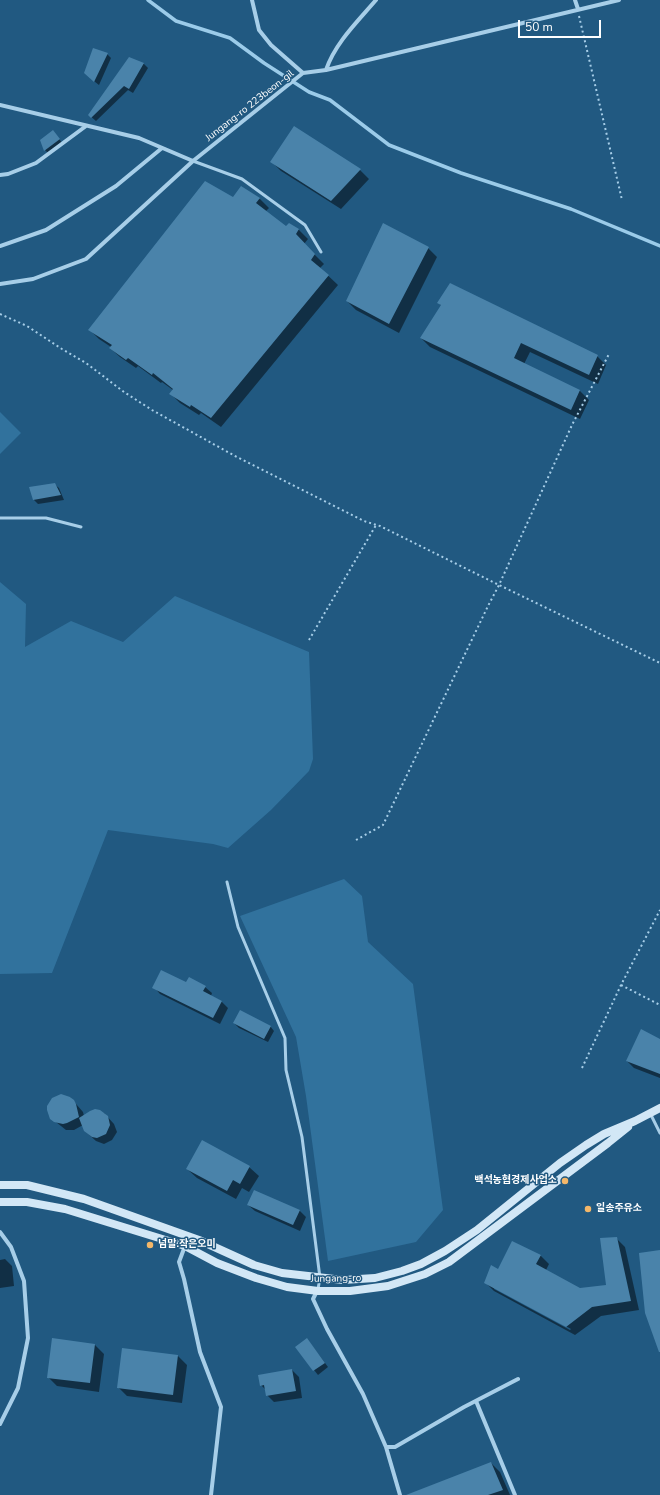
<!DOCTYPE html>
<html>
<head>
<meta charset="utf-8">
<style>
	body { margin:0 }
	#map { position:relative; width:660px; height:1495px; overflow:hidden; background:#215981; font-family:"Nunito Sans",sans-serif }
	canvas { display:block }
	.scale { position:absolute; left:518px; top:20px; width:83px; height:18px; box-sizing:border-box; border:2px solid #fff; border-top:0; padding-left:5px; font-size:12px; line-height:14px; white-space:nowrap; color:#fff; -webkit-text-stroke:3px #215981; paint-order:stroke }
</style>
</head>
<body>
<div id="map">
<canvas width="660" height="1495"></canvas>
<div class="scale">50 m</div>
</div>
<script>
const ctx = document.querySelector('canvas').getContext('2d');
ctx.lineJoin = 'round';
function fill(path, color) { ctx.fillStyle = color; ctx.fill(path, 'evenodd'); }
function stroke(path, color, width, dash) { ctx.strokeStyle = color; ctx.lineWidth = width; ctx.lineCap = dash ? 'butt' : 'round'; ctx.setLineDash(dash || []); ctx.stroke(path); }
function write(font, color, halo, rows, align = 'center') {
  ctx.font = font + ' "Nunito Sans","Noto Sans KR",sans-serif'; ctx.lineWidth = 3; ctx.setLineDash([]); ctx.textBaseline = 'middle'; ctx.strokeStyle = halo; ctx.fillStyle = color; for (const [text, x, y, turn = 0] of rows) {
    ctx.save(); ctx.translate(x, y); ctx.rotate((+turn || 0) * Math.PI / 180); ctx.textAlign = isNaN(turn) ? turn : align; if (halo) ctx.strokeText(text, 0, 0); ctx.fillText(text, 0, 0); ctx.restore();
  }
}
fill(new Path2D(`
	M0 412 21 433 0 454Z
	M0 582 26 604 25 647 71 621 123 642 175 596 309 652 313 759 309 771 271 810 228 848 213 844 108 830 52 973 0 974Z
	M344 879 362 896 368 942 413 984 443 1210 416 1242 328 1261 306 1096 296 1037 240 916Z`), '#31729d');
fill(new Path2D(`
	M107 54 111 58 99 85 90 78Z
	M129 58 144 64 148 68 133 93 128 90 96 121 89 115Z
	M53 131 63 144 49 154 45 150Z
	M272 162 360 170 369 179 341 209 281 171Z
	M241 188 260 199 269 208 265 212 286 227 289 224 299 230 308 239 304 244 324 264 320 268 338 285 221 427 201 413 199 415 180 403 171 394 173 390 162 382 161 383 138 366 136 368 120 357 110 348 111 347 99 339 90 330 233 198Z
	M428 248 437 257 399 333 356 310 347 301Z
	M439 303 597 356 606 365 598 384 530 352 524 364 580 391 589 400 580 419 430 347 421 338 442 306Z
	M54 484 59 488 64 500 38 504 34 500 30 488Z
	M186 984 205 987 212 993 211 996 221 1001 228 1008 220 1024 160 994 154 987Z
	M234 1023 270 1026 274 1031 268 1042 239 1028Z
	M660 1039V1078L634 1068 627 1061Z
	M70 1097 83 1112 84 1116 104 1113 114 1124 117 1132 112 1140 104 1144 96 1141 85 1131 83 1125 74 1130H66L51 1118Z
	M249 1167 259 1176 249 1192 242 1188 236 1199 197 1178 187 1169Z
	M248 1205 299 1210 306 1217 300 1231 255 1211Z
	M616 1238 625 1247 639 1310 601 1316 575 1335 494 1291 485 1282 498 1270 540 1255 549 1264 546 1270 580 1289 607 1286ZM494 1287 571 1329 570 1330 494 1289Z
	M5 1259 12 1266 14 1286 0 1288V1260Z
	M307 1339 328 1367 318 1375 314 1370Z
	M95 1345 104 1354 99 1392 57 1386 48 1377Z
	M178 1356 187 1365 182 1403 127 1396 118 1387Z
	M292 1370 299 1377 302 1398 274 1402 267 1395 266 1390 261 1385Z
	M491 1463 500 1472 510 1495H420Z`), '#0007');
stroke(new Path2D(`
	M148 0 176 21 230 38 264 63 309 92 330 100 389 145 461 173 571 209 660 246`), '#9bcbe9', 3.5);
fill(new Path2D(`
	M93 48 108 53 94 82 84 73Z
	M129 57 144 63 129 89 124 86 91 118 88 115Z
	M294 126 361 169 331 201 270 162Z
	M53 130 60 139 44 151 40 140Z
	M205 181 233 197 241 186 260 198 256 203 286 226 289 223 299 229 296 234 315 254 311 260 329 275 211 418 191 405 190 407 169 394 173 389 153 373 152 375 128 358 126 360 109 348 112 345 88 330Z
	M383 223 429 247 389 324 346 301Z
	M450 283 598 355 589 375 521 343 514 358 580 390 571 410 420 338 441 305 437 303Z
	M55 483 61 495 33 500 29 487Z
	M161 970 186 982 189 977 206 986 203 991 222 1001 213 1018 152 988Z
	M240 1010 271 1026 264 1039 233 1023Z
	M641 1029 660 1039V1074L626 1061Z
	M61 1094 70 1097 74 1100 76 1104 79 1117 67 1123 63 1124 54 1122 50 1119 47 1110V1106L52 1098Z
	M95 1109 100 1110 108 1116 110 1125 106 1134 97 1138 92 1137 84 1131 79 1118 90 1111Z
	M202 1140 250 1166 240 1184 233 1180 227 1191 186 1169Z
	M254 1190 300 1210 293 1225 247 1205Z
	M617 1237 631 1301 592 1307 566 1327 484 1283 491 1265 498 1269 512 1241 541 1255 536 1264 580 1288 606 1285 600 1238Z
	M660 1250V1352H659L645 1313 639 1253Z
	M52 1338 95 1344 90 1383 47 1378Z
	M307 1338 325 1363 313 1371 295 1347Z
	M122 1348 178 1355 173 1395 117 1388Z
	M292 1369 296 1391 266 1396 264 1385 260 1386 258 1375Z
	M491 1462 503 1490 488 1495H406Z`), '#4a83aa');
stroke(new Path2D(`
	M579 16 622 200
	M0 314 27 326 62 349 86 363 124 392 152 410 235 456 364 521 380 526 499 585 660 663
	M309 640 376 525
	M356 840 383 825 488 606 499 585 572 425 609 354
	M621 985 660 1005
	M582 1068 621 985 660 910`), '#a7cee8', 2, [2, 3]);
stroke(new Path2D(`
	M193 161 242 179 305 225 321 252
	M0 518H46L81 527
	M227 882 238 927 285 1038 286 1070 302 1137 320 1278 318 1289
	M651 1115 660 1133`), '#a7cee8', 3);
stroke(new Path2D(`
	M252 0 259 30 271 45 303 73
	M575 0 578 9
	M326 70C335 43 358 21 376 0
	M0 105 139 138 193 161
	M0 175 8 174 36 163 86 126
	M0 246 46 230 116 186 162 148
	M0 284 33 279 86 259 193 161 303 73 326 70 619 0
	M0 1232 11 1247 24 1281 28 1338 18 1388 0 1424
	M191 1237 185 1246 179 1262 184 1279 200 1352 221 1407 211 1495
	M317 1291 313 1299 327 1329 363 1394 386 1447 400 1495
	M476 1401 515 1495
	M386 1447H395L464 1407 518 1379`), '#a7cee8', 4);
stroke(new Path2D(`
	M0 1185H27L84 1199 199 1240 254 1265 282 1273 343 1280 375 1278 402 1271 421 1264 445 1251 477 1230 560 1163 586 1145 604 1134 635 1121 660 1108
	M0 1202H27L65 1209 185 1246 217 1263 256 1278 287 1287 318 1291H350L388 1286 425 1274 449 1262 608 1143 628 1127`), '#d2e7f6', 8);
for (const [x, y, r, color] of [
	[565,1181,4,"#f4b769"],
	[588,1209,4,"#f4b769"],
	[150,1245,4,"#f4b769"]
]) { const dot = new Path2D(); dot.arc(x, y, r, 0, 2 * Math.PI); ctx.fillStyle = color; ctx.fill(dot); stroke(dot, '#215981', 1.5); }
write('10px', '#fff', '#215981', [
	["Jungang-ro 223beon-gil",250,106,-38],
	["Jungang-ro",336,1279,-1]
]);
write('bold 10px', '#fff', '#215981', [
	["백석농협경제사업소",557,1181,"right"],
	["일송주유소",596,1209],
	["넘말.작은오미",158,1245]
], 'left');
</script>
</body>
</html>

WORK TO BE COMPLETED
Copy range, inclusive: the line holding "M450 283 598" to the line holding "M0 284 33 279". Reproduce exactly those lines of the records above and no others.

TASK SOLUTION
	M450 283 598 355 589 375 521 343 514 358 580 390 571 410 420 338 441 305 437 303Z
	M55 483 61 495 33 500 29 487Z
	M161 970 186 982 189 977 206 986 203 991 222 1001 213 1018 152 988Z
	M240 1010 271 1026 264 1039 233 1023Z
	M641 1029 660 1039V1074L626 1061Z
	M61 1094 70 1097 74 1100 76 1104 79 1117 67 1123 63 1124 54 1122 50 1119 47 1110V1106L52 1098Z
	M95 1109 100 1110 108 1116 110 1125 106 1134 97 1138 92 1137 84 1131 79 1118 90 1111Z
	M202 1140 250 1166 240 1184 233 1180 227 1191 186 1169Z
	M254 1190 300 1210 293 1225 247 1205Z
	M617 1237 631 1301 592 1307 566 1327 484 1283 491 1265 498 1269 512 1241 541 1255 536 1264 580 1288 606 1285 600 1238Z
	M660 1250V1352H659L645 1313 639 1253Z
	M52 1338 95 1344 90 1383 47 1378Z
	M307 1338 325 1363 313 1371 295 1347Z
	M122 1348 178 1355 173 1395 117 1388Z
	M292 1369 296 1391 266 1396 264 1385 260 1386 258 1375Z
	M491 1462 503 1490 488 1495H406Z`), '#4a83aa');
stroke(new Path2D(`
	M579 16 622 200
	M0 314 27 326 62 349 86 363 124 392 152 410 235 456 364 521 380 526 499 585 660 663
	M309 640 376 525
	M356 840 383 825 488 606 499 585 572 425 609 354
	M621 985 660 1005
	M582 1068 621 985 660 910`), '#a7cee8', 2, [2, 3]);
stroke(new Path2D(`
	M193 161 242 179 305 225 321 252
	M0 518H46L81 527
	M227 882 238 927 285 1038 286 1070 302 1137 320 1278 318 1289
	M651 1115 660 1133`), '#a7cee8', 3);
stroke(new Path2D(`
	M252 0 259 30 271 45 303 73
	M575 0 578 9
	M326 70C335 43 358 21 376 0
	M0 105 139 138 193 161
	M0 175 8 174 36 163 86 126
	M0 246 46 230 116 186 162 148
	M0 284 33 279 86 259 193 161 303 73 326 70 619 0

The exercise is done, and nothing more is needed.